Alchemist and Oh No once lectured me against the inhalation of Romulan, but I won’t hold it against E-40. Once you have invented more verbs than Vladimir Nabokov, you get the greenlight to burn half-bunk strains of bud. What’s amazing about Fonzarelli and Todd Shaw is that these two continue to show no signs of age. Their new double-album is subtitled, Function Music, a reference that will probably be lost on those down since “Blow Job Betty” (like Kristen Bell. Really.)
You can theorize all day while Bay rappers age like the undead (save for N2 Deep — “Valeeeejooooo”), while many of their East Coast counterparts bitch and moan about how the game’s changed. At worst, they make pathetic bids for relevance involving Instagramming and Ratchets. We see you LL and Fat Joe, but we are ignoring you in the hopes that you’ll stop.
You can’t say that that either has really overhauled their style, more that the rest of hip hop finally caught up. It’s similar to how Spaceghost, Lex Luger and Wiz grew up on Triple Six, so Juicy J seems as fresh now as the day he first started sipping Bombay. After all, Kendrick listened to “Big Ballin with the Homies” at his school and Danny Brown’s gone on the record to say 40 is his all-time favorite. So nearly 20 years after he started pushing tapes, 40’s Tasmanian with a Thesaurus flow has become an animated ideal. His influence was incalculable on hyphy, which helped spawn jerkin, and finally got perfected by the illegitimate child known as ratchet. And you didn’t need me to tell you that Short invented the laid-back sex styles that Y.G and Tyga ran with.

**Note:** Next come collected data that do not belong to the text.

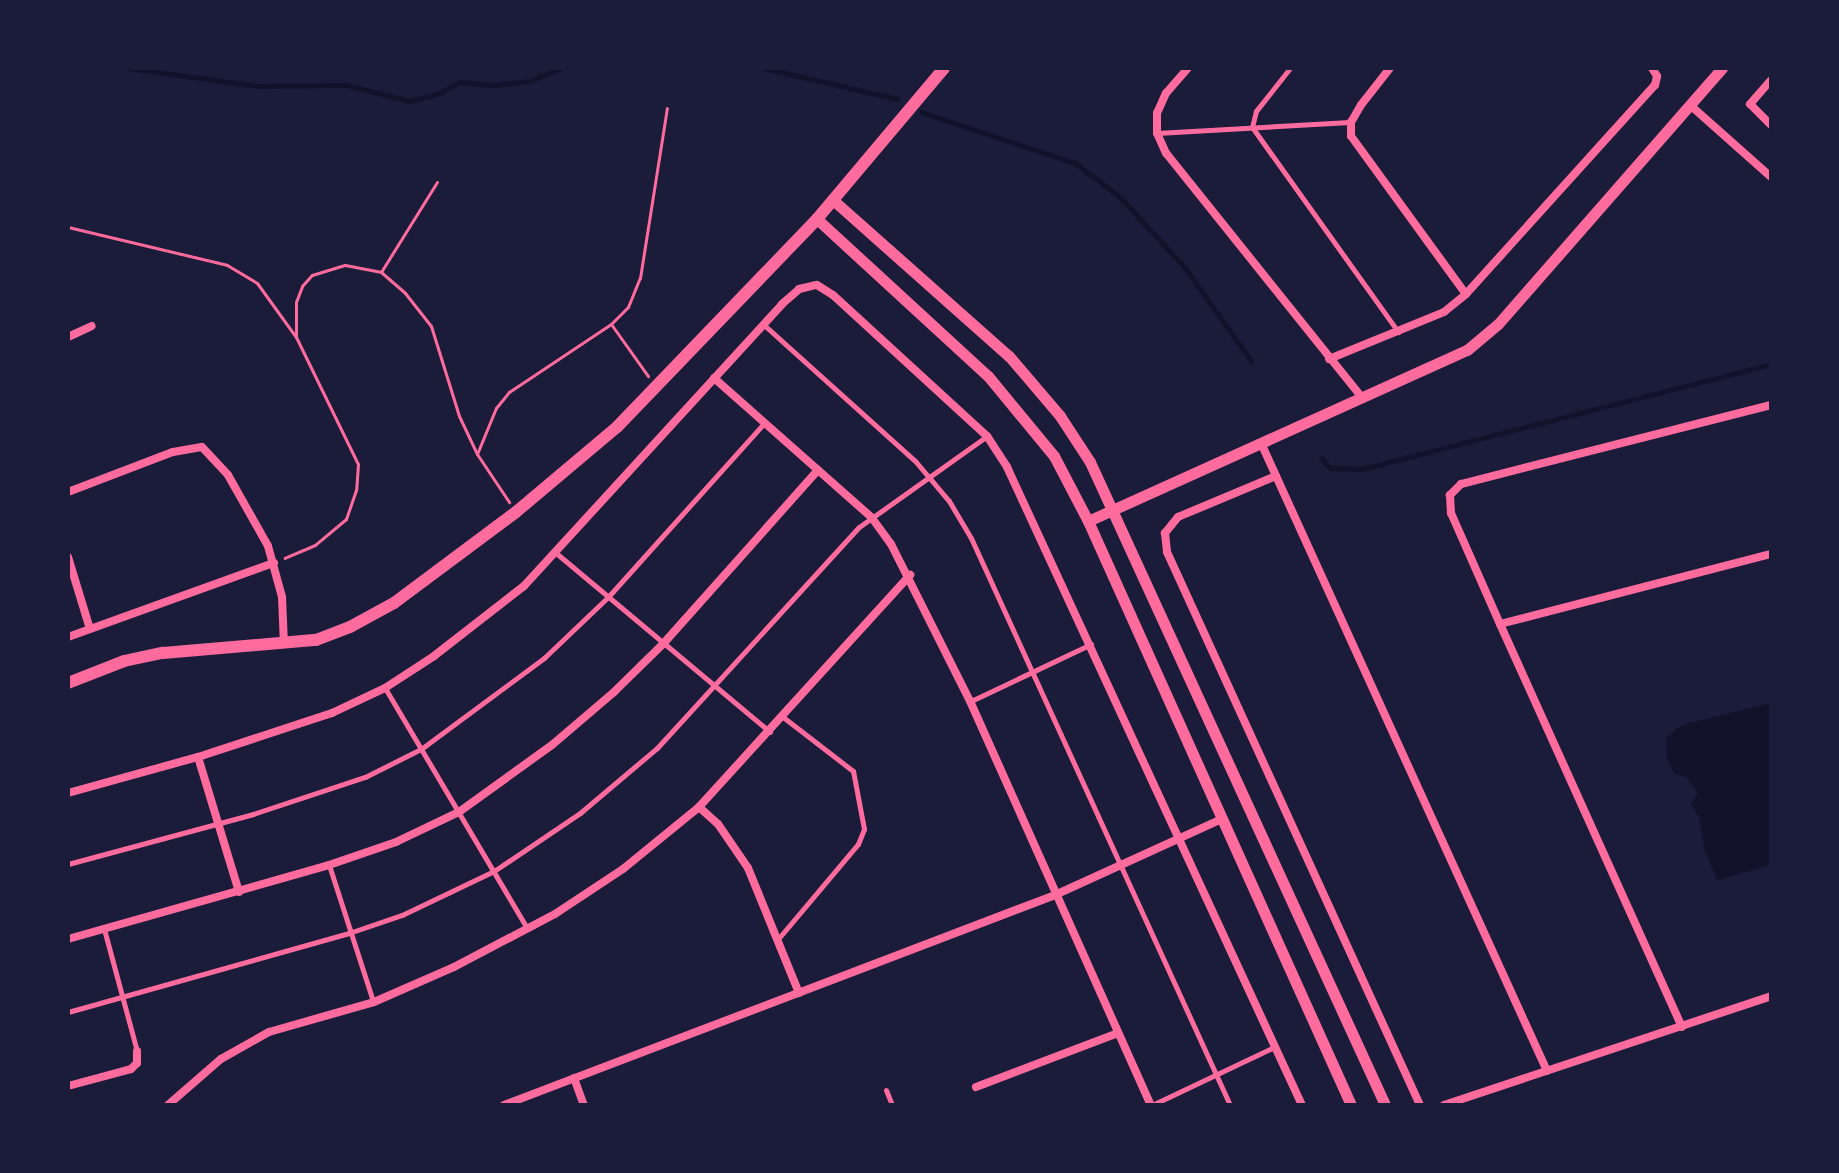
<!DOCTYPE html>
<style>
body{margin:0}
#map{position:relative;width:1839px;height:1173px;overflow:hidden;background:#1b1b3a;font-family:Literata,serif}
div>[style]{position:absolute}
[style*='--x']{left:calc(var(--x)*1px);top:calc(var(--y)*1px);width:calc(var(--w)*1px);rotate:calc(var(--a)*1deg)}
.water>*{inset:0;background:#12122b}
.stream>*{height:5px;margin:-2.5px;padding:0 2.5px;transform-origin:2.5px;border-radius:2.5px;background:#12122b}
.path>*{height:3px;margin:-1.5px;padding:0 1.5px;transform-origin:1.5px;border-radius:1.5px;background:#ff6b9d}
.service>*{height:5px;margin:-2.5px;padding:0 2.5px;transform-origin:2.5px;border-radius:2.5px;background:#ff6b9d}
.minor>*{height:8px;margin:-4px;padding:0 4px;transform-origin:4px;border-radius:4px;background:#ff6b9d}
.tertiary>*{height:11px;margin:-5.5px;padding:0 5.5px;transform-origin:5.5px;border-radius:5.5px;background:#ff6b9d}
.secondary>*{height:12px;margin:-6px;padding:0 6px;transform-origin:6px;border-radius:6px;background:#ff6b9d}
span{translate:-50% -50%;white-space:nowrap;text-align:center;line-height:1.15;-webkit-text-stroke:8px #1b1b3a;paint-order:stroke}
.frame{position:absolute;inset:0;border:70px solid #1b1b3a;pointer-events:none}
</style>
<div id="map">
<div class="water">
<i style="clip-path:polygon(1771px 703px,1771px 865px,1717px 880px,1704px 848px,1699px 817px,1691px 804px,1698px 793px,1687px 778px,1674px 773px,1667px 759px,1666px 737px,1682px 725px)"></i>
</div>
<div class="stream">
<i style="--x:128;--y:68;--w:130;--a:7.9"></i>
<i style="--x:257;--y:86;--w:90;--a:-0.6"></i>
<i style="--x:347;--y:85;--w:64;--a:14.5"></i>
<i style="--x:409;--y:101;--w:32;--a:-14"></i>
<i style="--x:440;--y:93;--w:22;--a:-30"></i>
<i style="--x:459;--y:82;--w:37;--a:5"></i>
<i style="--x:496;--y:85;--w:34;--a:-7"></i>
<i style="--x:530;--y:81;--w:34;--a:-23"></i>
<i style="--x:763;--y:68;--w:138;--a:13"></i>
<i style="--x:921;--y:112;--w:162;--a:18.3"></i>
<i style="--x:1075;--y:163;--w:56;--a:37.1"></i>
<i style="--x:1120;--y:197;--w:96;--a:47.5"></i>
<i style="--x:1185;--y:268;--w:114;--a:54.6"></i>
<i style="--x:1321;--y:458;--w:13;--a:48"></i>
<i style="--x:1330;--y:468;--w:32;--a:2"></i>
<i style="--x:1362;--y:469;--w:422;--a:-14.4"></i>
</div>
<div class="path">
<i style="--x:68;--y:227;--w:163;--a:13.4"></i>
<i style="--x:227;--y:265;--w:35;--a:31"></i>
<i style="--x:257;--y:283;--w:67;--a:54.2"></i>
<i style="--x:296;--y:337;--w:141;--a:64"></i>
<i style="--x:358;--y:464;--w:26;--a:94"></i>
<i style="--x:356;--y:490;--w:31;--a:109"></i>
<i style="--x:346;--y:519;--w:40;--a:140"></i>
<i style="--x:315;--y:545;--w:33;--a:157"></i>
<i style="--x:381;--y:272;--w:106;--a:-58.1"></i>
<i style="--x:611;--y:324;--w:64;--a:54.6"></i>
<i style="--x:296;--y:337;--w:35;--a:-90"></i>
<i style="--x:296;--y:302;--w:17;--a:-69"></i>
<i style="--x:302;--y:286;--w:15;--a:-48"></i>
<i style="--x:312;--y:275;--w:34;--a:-17"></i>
<i style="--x:345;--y:265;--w:37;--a:11"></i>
<i style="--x:381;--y:272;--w:32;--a:41"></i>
<i style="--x:405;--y:293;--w:42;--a:51.8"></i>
<i style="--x:431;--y:326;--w:94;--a:72.7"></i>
<i style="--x:459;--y:416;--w:42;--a:64.7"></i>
<i style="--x:477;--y:454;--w:58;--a:56.3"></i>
<i style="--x:477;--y:454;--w:50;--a:-67.6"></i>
<i style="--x:496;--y:408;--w:21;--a:-51"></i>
<i style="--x:509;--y:392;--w:123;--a:-33.7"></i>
<i style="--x:611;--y:324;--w:24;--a:-45"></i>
<i style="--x:628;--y:307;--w:31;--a:-68"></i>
<i style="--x:640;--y:278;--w:172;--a:-81"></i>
</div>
<div class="service">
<i style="--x:1290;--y:68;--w:55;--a:128.3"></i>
<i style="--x:1256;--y:111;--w:16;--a:104"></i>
<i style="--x:1252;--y:127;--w:252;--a:54.5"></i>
<i style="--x:1157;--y:133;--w:193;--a:-3.3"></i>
<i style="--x:763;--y:324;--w:206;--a:42"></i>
<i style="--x:916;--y:462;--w:51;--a:49.8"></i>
<i style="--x:949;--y:501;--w:43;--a:59.3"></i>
<i style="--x:971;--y:538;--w:623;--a:65.45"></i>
<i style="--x:556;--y:553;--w:279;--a:39.9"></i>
<i style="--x:385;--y:688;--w:279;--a:59.4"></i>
<i style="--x:971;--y:701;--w:133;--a:-25.4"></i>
<i style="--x:68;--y:864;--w:192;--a:-15.1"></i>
<i style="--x:253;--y:814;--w:118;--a:-18.3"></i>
<i style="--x:365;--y:777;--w:63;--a:-26.6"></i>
<i style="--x:421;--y:749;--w:153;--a:-36.5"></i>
<i style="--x:544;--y:658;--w:88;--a:-43.6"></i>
<i style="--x:608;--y:597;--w:234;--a:-48.1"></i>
<i style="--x:329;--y:865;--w:143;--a:72.1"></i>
<i style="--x:104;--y:929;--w:126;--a:74.9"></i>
<i style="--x:778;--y:939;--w:124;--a:-49.9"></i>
<i style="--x:858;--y:844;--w:16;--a:-68"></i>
<i style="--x:864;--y:829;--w:59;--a:-100.7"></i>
<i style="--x:853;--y:771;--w:88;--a:-142.4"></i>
<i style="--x:68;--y:1012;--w:292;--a:-15.7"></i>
<i style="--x:349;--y:933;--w:56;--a:-18.8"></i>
<i style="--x:402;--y:915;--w:102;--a:-25.6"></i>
<i style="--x:494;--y:871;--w:104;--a:-34"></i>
<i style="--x:580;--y:813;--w:101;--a:-40.2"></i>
<i style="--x:657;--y:748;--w:299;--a:-47.6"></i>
<i style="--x:859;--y:527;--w:157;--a:-35.4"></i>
<i style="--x:886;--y:1090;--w:16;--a:68"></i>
<i style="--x:1152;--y:1105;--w:137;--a:-25.4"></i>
</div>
<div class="minor">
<i style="--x:1188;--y:68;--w:33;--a:131"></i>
<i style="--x:1166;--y:93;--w:22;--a:114"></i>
<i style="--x:1157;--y:113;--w:20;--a:90"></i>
<i style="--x:1157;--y:133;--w:22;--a:66"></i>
<i style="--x:1166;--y:153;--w:315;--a:51.3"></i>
<i style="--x:1390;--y:68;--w:47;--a:128.1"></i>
<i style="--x:1361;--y:105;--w:20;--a:120"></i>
<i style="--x:1351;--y:122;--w:14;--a:90"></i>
<i style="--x:1351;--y:136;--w:195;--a:54"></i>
<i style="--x:1771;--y:80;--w:32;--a:131"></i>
<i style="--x:1750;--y:104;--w:30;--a:45"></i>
<i style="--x:1690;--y:105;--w:108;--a:41.6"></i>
<i style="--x:68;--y:337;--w:26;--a:-25"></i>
<i style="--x:1329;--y:359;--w:124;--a:-22.2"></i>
<i style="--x:1444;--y:312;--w:28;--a:-39"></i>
<i style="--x:1466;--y:294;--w:282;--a:-47.9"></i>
<i style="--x:1655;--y:85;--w:9;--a:-77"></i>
<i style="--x:1657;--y:76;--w:9;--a:-122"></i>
<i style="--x:714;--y:378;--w:211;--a:41.5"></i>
<i style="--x:872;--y:518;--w:32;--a:54"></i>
<i style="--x:891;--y:544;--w:176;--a:63.3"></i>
<i style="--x:970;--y:701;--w:443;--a:65.9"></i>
<i style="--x:1771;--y:405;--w:320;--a:165.7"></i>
<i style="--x:1461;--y:484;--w:16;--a:135"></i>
<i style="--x:1450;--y:495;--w:18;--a:87"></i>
<i style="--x:1451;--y:513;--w:121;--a:66.2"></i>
<i style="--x:1500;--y:624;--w:280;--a:-14.5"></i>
<i style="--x:1261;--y:443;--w:690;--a:65.51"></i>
<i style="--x:1276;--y:476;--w:106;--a:157.3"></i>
<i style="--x:1178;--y:517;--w:21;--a:129"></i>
<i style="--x:1165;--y:533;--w:19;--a:84"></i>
<i style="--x:1167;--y:552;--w:608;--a:65.42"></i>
<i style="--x:68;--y:492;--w:112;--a:-20.9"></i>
<i style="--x:173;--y:452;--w:29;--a:-10"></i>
<i style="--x:202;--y:447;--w:38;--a:47"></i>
<i style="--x:228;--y:475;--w:81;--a:60.6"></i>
<i style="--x:268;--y:546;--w:53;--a:74.6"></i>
<i style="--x:282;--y:597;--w:47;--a:87.6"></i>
<i style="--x:68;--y:557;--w:75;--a:73"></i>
<i style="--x:1500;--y:624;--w:442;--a:65.7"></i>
<i style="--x:68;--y:637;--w:219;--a:-19.8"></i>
<i style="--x:198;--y:757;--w:141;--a:73.1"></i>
<i style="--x:68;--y:793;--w:135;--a:-15.5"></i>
<i style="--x:198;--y:757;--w:141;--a:-18.2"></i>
<i style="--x:332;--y:713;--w:59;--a:-25.3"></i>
<i style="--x:385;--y:688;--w:59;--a:-33.1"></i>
<i style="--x:434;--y:656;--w:114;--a:-37.9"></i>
<i style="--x:524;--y:586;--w:382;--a:-47.5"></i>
<i style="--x:782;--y:304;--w:23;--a:-41"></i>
<i style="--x:799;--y:289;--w:18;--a:-13"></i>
<i style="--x:817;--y:285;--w:19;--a:32"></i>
<i style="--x:833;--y:295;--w:209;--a:42.5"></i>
<i style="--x:987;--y:436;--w:37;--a:57"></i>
<i style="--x:1007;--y:467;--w:703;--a:65.19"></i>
<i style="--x:699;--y:807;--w:25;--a:42"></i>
<i style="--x:718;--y:824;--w:53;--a:55.7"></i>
<i style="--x:748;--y:868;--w:135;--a:67.8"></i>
<i style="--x:68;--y:939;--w:271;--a:-15.8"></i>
<i style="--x:329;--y:865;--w:71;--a:-18.9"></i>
<i style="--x:396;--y:842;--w:70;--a:-25.5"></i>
<i style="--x:459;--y:812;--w:115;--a:-35.8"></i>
<i style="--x:552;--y:745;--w:82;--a:-40.5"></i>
<i style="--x:614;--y:692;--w:69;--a:-44.4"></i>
<i style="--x:663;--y:644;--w:233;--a:-48.3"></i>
<i style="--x:574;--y:1078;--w:29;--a:70"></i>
<i style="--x:68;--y:1086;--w:65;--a:-15.1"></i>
<i style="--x:131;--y:1069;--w:8;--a:-45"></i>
<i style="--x:137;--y:1063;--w:12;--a:-90"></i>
<i style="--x:976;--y:1087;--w:152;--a:-20.8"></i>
<i style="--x:168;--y:1105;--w:70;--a:-41"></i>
<i style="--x:221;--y:1059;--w:55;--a:-29.4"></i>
<i style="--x:269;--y:1032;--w:109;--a:-15.9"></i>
<i style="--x:374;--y:1002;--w:87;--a:-23.6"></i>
<i style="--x:454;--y:967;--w:114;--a:-27.7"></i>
<i style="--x:555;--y:914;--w:82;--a:-33.5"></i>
<i style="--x:623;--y:869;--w:98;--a:-39.2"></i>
<i style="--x:699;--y:807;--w:314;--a:-47.7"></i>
<i style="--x:504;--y:1105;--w:590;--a:-20.86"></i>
<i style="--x:1055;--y:895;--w:183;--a:-24.5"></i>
<i style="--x:1444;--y:1105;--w:345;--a:-18.4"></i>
</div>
<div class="tertiary">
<i style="--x:833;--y:200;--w:235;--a:41.6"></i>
<i style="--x:1009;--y:356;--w:79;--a:49.6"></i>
<i style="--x:1060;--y:416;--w:55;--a:56.9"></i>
<i style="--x:1090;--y:462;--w:707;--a:65.35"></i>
<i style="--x:817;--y:219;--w:232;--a:42.6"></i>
<i style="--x:988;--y:376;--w:104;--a:50.5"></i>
<i style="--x:1054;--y:456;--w:73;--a:62.4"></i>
<i style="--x:1088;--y:521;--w:640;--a:65.76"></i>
<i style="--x:1088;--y:521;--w:416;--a:-24.3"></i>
<i style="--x:1467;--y:350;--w:40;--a:-40"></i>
<i style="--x:1498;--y:324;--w:340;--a:-48.8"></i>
</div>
<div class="secondary">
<i style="--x:68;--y:683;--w:60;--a:-21.4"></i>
<i style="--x:124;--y:661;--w:40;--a:-12"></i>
<i style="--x:163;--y:653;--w:154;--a:-4.9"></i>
<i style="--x:316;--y:640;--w:36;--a:-21"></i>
<i style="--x:350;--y:627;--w:50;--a:-28.6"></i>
<i style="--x:394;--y:603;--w:152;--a:-36.7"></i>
<i style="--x:516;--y:512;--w:132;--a:-40.1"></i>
<i style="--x:617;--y:427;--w:289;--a:-46.1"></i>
<i style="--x:817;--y:219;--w:197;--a:-49.9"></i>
</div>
<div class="frame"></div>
</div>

Then there’s Tyga. I said a while back that he is this generation’s Mase and he has done nothing to convince me otherwise. This is a compliment. He might look like the Smang-Rap SnagglePuss, but he has a melodic ability and rarely mars songs. He’s like background music for club tracks, never gets in the way, always stays on beat, gets girls to dance. And his Well Done 3 mixtape was surprisingly well done. He’s never going to be anywhere close to the other two guys on this song, but he’s aware of his limitations and that makes him effective. Look for him to make fun of Loon in ten years on a big producer’s lackluster compilation record. Or at least Gudda Gudda.